Here's the CN Rail line again, where it crosses the East Don just north of the Wynford entrance to the conservation lands. The line was occupied by a work train pulled by a rail-riding crane truck, a backhoe, and many workers. Not as photogenic as a freight train or even a GO train, and not as interesting to hear, either.

I had my audio recorder with me as well, and found some interesting material, but I'm going to need to return on a weekday in the hopes of catching more trains. But with CP Rail doing maintenance on their trestle bridge just north of here there's no particular rush, since the sounds of construction fills any space far enough from the highway to escape the constant traffic.

Of course I also like recording the sounds of construction equipment.

It's the middle of October, so it snowed. I had my audio recorder running for the backhoe that was shifting rock around in the streambed under the bridge, so it also caught the line of sleet and snow as it passed through. That's a first for me.

I'll see about putting together an audio track of the construction later in the week. I have several different perspectives of it, but the one that I recorded while taking the photo above is the best. 

I was surprised by just how much was still green in the valley, but I admit that I've been out of touch with my childhood ravines and don't know much about their seasonal timing. Parts of the forest floor were covered with leaves, though, so perhaps the ambitious trees that turned early had already lost their cover to some of the recent winds we've had.

It's harder to see here, but for the photo in the woods it was still snowing. It was one of the many times when I was happy to have bought some gloves when I stopped off at the new Shops On Don Mills that morning – the first thing I've bought there since it was a covered mall.

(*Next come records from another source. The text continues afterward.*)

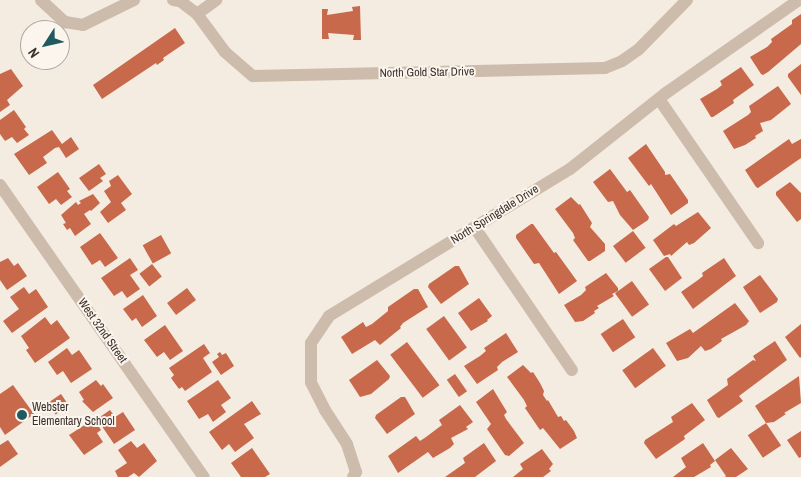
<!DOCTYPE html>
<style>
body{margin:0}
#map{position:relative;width:801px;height:477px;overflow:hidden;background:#f4ebe1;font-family:"Archivo Narrow",sans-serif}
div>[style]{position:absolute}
.building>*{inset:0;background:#c8694b;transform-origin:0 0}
.minor>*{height:12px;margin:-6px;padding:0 6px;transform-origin:6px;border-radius:6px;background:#cdbbac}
.dots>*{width:14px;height:14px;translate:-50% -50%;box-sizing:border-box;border:2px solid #fbf5ee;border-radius:50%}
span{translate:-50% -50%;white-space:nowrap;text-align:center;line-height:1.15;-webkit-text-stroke:4px #fbf5ee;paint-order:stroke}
.street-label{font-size:12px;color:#3b302b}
.poi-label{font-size:12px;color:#3b302b}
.left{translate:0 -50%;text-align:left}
.north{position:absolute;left:20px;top:20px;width:50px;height:50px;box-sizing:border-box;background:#fbf5ee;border:1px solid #aea6a0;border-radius:50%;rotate:235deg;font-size:14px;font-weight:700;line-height:20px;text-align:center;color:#3b302b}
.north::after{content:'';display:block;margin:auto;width:18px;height:22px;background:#1f5a5e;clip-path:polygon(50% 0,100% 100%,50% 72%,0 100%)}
</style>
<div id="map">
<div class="building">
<div style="clip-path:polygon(360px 6px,361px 40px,353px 40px,354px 35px,328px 33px,329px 39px,322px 39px,322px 9px,328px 9px,327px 15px,353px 11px,352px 7px)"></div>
<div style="clip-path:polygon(801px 14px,801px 44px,768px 72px,763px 75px,761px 74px,750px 57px,767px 47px,772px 42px,771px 39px,792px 24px,792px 20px)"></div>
<div style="clip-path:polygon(175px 28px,185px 43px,163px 58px,164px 60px,157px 65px,156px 63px,102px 99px,93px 85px)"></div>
<div style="clip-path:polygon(801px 64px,801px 95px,788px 77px,788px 74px)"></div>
<div style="clip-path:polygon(741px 67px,754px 85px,733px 100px,734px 103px,713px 117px,711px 117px,700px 99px,717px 89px,722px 85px,720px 81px)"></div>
<div style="clip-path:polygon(11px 69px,23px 86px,7px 100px,10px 105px,0 112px,0 74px)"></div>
<div style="clip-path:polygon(778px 86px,791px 104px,771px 120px,760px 123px,763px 131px,755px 136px,756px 138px,745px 145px,734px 149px,723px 131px,748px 115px,751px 112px,749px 106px)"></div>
<div style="clip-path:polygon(14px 110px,26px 127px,24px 129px,29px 135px,17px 143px,12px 137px,5px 141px,0 134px,0 120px)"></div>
<div style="clip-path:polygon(52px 130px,62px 144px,71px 137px,79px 149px,66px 158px,59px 147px,55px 148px,43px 157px,47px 163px,29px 175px,14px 154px)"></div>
<div style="clip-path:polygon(789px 139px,792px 144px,801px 139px,801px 158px,758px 188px,756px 187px,745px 170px)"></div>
<div style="clip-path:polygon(646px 144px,665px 172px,665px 175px,670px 174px,688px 200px,688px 203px,671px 215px,651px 184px,649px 186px,628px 158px)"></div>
<div style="clip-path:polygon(99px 164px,106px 174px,100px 178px,103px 181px,89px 191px,79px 178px)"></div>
<div style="clip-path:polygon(610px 169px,627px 192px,630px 190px,649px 217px,648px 220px,633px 230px,620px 215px,613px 201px,608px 202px,593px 182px)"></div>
<div style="clip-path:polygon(58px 172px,70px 189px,67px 191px,72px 197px,61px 205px,56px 199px,49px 204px,37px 187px)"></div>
<div style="clip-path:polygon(118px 175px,132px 194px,121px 203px,126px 210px,108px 223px,100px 212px,111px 202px,104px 191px,111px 186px,109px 181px)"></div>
<div style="clip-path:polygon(790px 182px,801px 193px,801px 219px,797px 222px,776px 195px,776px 192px)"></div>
<div style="clip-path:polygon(93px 194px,100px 203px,91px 211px,90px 210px,84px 214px,91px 224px,75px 236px,70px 228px,67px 230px,63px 224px,66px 223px,61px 215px,76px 202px,78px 205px,81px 203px,79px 201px)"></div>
<div style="clip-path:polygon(571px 197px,579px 205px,580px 204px,592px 223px,590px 227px,605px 244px,605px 251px,590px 261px,588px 261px,573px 240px,575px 238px,573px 233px,555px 209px)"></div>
<div style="clip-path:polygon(698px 212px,711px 228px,694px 243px,689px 245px,687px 242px,671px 256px,670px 254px,664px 256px,653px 240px,674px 224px,676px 226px)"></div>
<div style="clip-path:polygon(531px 224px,533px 224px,554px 253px,556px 252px,577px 281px,559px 294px,539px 263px,534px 264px,516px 238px,516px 235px)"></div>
<div style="left:633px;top:231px;width:21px;height:25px;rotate:53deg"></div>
<div style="clip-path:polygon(100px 233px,118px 258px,105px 267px,100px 260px,92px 265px,80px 247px)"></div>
<div style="left:161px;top:235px;width:21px;height:21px;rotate:61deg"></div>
<div style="clip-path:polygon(666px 257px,668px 257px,682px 278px,665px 291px,649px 269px)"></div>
<div style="clip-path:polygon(8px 258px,14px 266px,18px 263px,27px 276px,7px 290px,0 280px,0 262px)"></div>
<div style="clip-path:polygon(130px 258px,138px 270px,130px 275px,140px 289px,127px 298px,122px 291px,114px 296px,101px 278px)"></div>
<div style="clip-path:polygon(724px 258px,736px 276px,693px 309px,681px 292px,698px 280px,703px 276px,702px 273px)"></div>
<div style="left:152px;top:264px;width:16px;height:16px;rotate:52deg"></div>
<div style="clip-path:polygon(455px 266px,459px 266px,469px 284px,441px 304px,428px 287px,429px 284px)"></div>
<div style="clip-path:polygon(606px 273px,618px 288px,618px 291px,612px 294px,614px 296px,597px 306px,599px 308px,594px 311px,595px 313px,583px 321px,575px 322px,564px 305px,581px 295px,586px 290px,585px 287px)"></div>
<div style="clip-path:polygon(760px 275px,778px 299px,777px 302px,760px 313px,743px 287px)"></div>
<div style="left:632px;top:281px;width:29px;height:21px;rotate:54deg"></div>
<div style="clip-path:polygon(24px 287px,29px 294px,36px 289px,48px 307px,12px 333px,3px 321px,19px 309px,10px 297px)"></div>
<div style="left:187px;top:288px;width:15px;height:25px;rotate:53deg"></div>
<div style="clip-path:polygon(414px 289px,418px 289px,428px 307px,403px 323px,400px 327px,401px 328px,380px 345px,375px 340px,352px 354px,341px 337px,363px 322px,366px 327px,372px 324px,388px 311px,388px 307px)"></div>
<div style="clip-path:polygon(143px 295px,157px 316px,142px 327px,136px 318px,132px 321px,123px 309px)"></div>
<div style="clip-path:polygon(479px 298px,492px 316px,487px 320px,488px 321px,471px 331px,458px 313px)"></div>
<div style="clip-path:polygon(735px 303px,749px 321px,746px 325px,721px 339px,722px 341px,711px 349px,705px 351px,701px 346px,688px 358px,677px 361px,666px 343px,690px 329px,693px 333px)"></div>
<div style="left:444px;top:316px;width:39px;height:22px;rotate:54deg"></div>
<div style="clip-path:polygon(45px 317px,51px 325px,57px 320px,70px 338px,35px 363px,26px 350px,29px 348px,21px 336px)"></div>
<div style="left:623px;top:319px;width:22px;height:27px;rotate:56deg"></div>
<div style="clip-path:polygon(801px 324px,801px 357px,800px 358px,785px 337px)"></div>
<div style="clip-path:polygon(165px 325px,183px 351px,170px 360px,164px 352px,157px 357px,144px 340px)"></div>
<div style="clip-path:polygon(506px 333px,518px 352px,502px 362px,497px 367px,498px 370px,477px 384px,464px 366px,480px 356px,486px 351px,484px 348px)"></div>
<div style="clip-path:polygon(775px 341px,787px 360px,739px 396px,743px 401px,719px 418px,717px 417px,707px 400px,728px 385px,727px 379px,753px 360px,756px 361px,753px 356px)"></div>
<div style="left:407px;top:342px;width:54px;height:21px;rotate:53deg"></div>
<div style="clip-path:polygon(204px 344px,210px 353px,203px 358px,212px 372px,185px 391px,182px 387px,179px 389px,171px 378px,174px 375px,169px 368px)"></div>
<div style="clip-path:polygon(67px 348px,72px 355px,79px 350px,92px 369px,71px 383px,63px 371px,57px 375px,48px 362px)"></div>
<div style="left:653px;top:348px;width:22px;height:38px;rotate:54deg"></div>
<div style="clip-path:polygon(220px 352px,222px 355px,226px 353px,234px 366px,221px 375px,212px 362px,219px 357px,217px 354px)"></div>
<div style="clip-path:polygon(377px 360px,390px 376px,389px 379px,371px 394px,360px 397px,349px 380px)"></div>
<div style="clip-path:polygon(523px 365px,531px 373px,533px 372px,540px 383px,544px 391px,543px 395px,547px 401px,548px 400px,558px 417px,561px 416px,564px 421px,566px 420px,574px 431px,577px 438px,560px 449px,543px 428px,540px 430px,525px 408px,527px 406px,524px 400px,507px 377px)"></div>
<div style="left:455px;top:374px;width:21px;height:10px;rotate:55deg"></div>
<div style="clip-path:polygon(799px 376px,801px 403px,784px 413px,786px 414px,774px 422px,766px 423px,755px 406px)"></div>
<div style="clip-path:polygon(96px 380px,101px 386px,103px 384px,113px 398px,93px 412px,82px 401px,84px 400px,79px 392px)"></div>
<div style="clip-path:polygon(218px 380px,231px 398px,221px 405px,226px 412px,213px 422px,208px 414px,199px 419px,187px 401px)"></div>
<div style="clip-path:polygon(13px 385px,34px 414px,5px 435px,0 427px,0 394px)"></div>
<div style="clip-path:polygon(493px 389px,507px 412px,504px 415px,506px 419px,524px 443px,509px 456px,505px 455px,487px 429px,491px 424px,476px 402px)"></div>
<div style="left:61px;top:394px;width:14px;height:16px;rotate:56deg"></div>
<div style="clip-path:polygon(401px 397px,405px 397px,415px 414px,387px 434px,375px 418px,376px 415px)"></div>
<div style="clip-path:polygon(252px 401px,261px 414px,244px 424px,254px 438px,235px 452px,229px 444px,222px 450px,209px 432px)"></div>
<div style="clip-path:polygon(692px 403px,705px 420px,684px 436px,685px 439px,656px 459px,644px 443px,645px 440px,673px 422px,671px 417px)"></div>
<div style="clip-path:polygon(460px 405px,473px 422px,466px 427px,468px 429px,451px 438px,454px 444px,450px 448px,433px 458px,428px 452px,398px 473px,388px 456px,416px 436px,420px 441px,426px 437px,442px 425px,439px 420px)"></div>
<div style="clip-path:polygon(110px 410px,115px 417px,123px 412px,135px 430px,114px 444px,97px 419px)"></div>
<div style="clip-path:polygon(94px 419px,101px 430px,97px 433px,103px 442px,84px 455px,69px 435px)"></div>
<div style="left:766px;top:423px;width:27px;height:22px;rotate:56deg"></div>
<div style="clip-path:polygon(801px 431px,801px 457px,799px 458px,787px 440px)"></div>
<div style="clip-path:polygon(8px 440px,18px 454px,0 467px,0 445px)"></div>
<div style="clip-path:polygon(131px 441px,137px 448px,144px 443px,157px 461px,139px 477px,134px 473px,128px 477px,118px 477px,115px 471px,127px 463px,118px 450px)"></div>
<div style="clip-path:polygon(484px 443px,496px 461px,475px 477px,445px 477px,465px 463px,463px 458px)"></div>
<div style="clip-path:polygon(703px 443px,715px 461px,710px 465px,711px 467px,694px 477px,673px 477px,686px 467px,681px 458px)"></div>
<div style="clip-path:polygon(252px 448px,270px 474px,265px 477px,241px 477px,231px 463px)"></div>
<div style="clip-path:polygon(731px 448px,748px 469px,736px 477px,725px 477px,726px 476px,715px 460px)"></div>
<div style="clip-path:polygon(542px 449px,553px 464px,549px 469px,551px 471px,543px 477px,513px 477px,523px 469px,520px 464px)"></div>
</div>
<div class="minor">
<div style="left:41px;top:0;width:33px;rotate:43deg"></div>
<div style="left:65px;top:22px;width:18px;rotate:9deg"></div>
<div style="left:83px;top:25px;width:57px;rotate:-26.1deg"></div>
<div style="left:173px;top:0;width:7px;rotate:8deg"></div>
<div style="left:180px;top:1px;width:21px;rotate:37deg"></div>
<div style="left:197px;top:14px;width:47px;rotate:53.6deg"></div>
<div style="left:225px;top:52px;width:37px;rotate:41deg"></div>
<div style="left:253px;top:76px;width:352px;rotate:-1.3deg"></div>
<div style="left:605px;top:68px;width:18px;rotate:-22deg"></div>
<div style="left:622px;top:61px;width:19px;rotate:-35deg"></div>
<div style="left:638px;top:50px;width:70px;rotate:-45.6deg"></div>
<div style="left:197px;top:14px;width:24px;rotate:-36deg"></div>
<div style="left:659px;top:99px;width:175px;rotate:55.5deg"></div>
<div style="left:0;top:185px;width:356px;rotate:55.1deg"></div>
<div style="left:475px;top:228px;width:172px;rotate:55.7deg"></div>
<div style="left:353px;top:477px;width:6px;rotate:-59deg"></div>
<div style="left:356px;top:472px;width:29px;rotate:-108deg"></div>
<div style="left:347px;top:444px;width:40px;rotate:-122.9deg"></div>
<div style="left:325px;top:410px;width:31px;rotate:-117deg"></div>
<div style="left:311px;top:382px;width:39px;rotate:-90deg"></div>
<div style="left:311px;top:343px;width:32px;rotate:-56deg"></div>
<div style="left:329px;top:316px;width:282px;rotate:-31.4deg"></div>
<div style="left:570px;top:169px;width:122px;rotate:-38.4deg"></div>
<div style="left:666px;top:93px;width:162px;rotate:-35deg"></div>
</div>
<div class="dots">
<div style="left:22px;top:415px;background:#1f5a5e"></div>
</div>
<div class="street-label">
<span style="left:427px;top:73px;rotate:-1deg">North Gold Star Drive</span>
<span style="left:495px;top:215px;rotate:-32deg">North Springdale Drive</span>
<span style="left:102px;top:331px;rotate:55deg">West 32nd Street</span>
</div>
<div class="poi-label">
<span class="left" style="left:32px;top:415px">Webster<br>Elementary School</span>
</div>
<div class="north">N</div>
</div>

And if I can stray back into camera-geekery for a moment, the photo in the woods was taken with my 1,5/50 C-Sonnar on the Fujifilm XT10. The background is decisively ugly, with a bridge and all kinds of bare sticks that normally pass for trees in the background. It's not the best I've ever seen, but the lens does a good job of making that confusion go away. The similar photo from the rail lines was taken with the 2/35 Biogon, and it also was nearly wide open and performed well.

But despite the evidence to the contrary, I wasn't there for the foliage, trains, construction, or snow squalls. I was there for the fish. 

The salmon that run in the Don River got there the hard way – in buckets from the Ministry of Natural Resources. The river is too polluted for the salmon eggs to survive, so instead the MNR has been stocking the river with juveniles since 1995. Now these adults have returned to their natal river, as they must, but sadly they're not the start of a new generation.

I counted six or seven salmon in this one particular spot, and there were many others in sight. They're very impressive to see as they hover in the current or defend their territory. I've yet to see them jump, though, so that's going to be a goal for next year.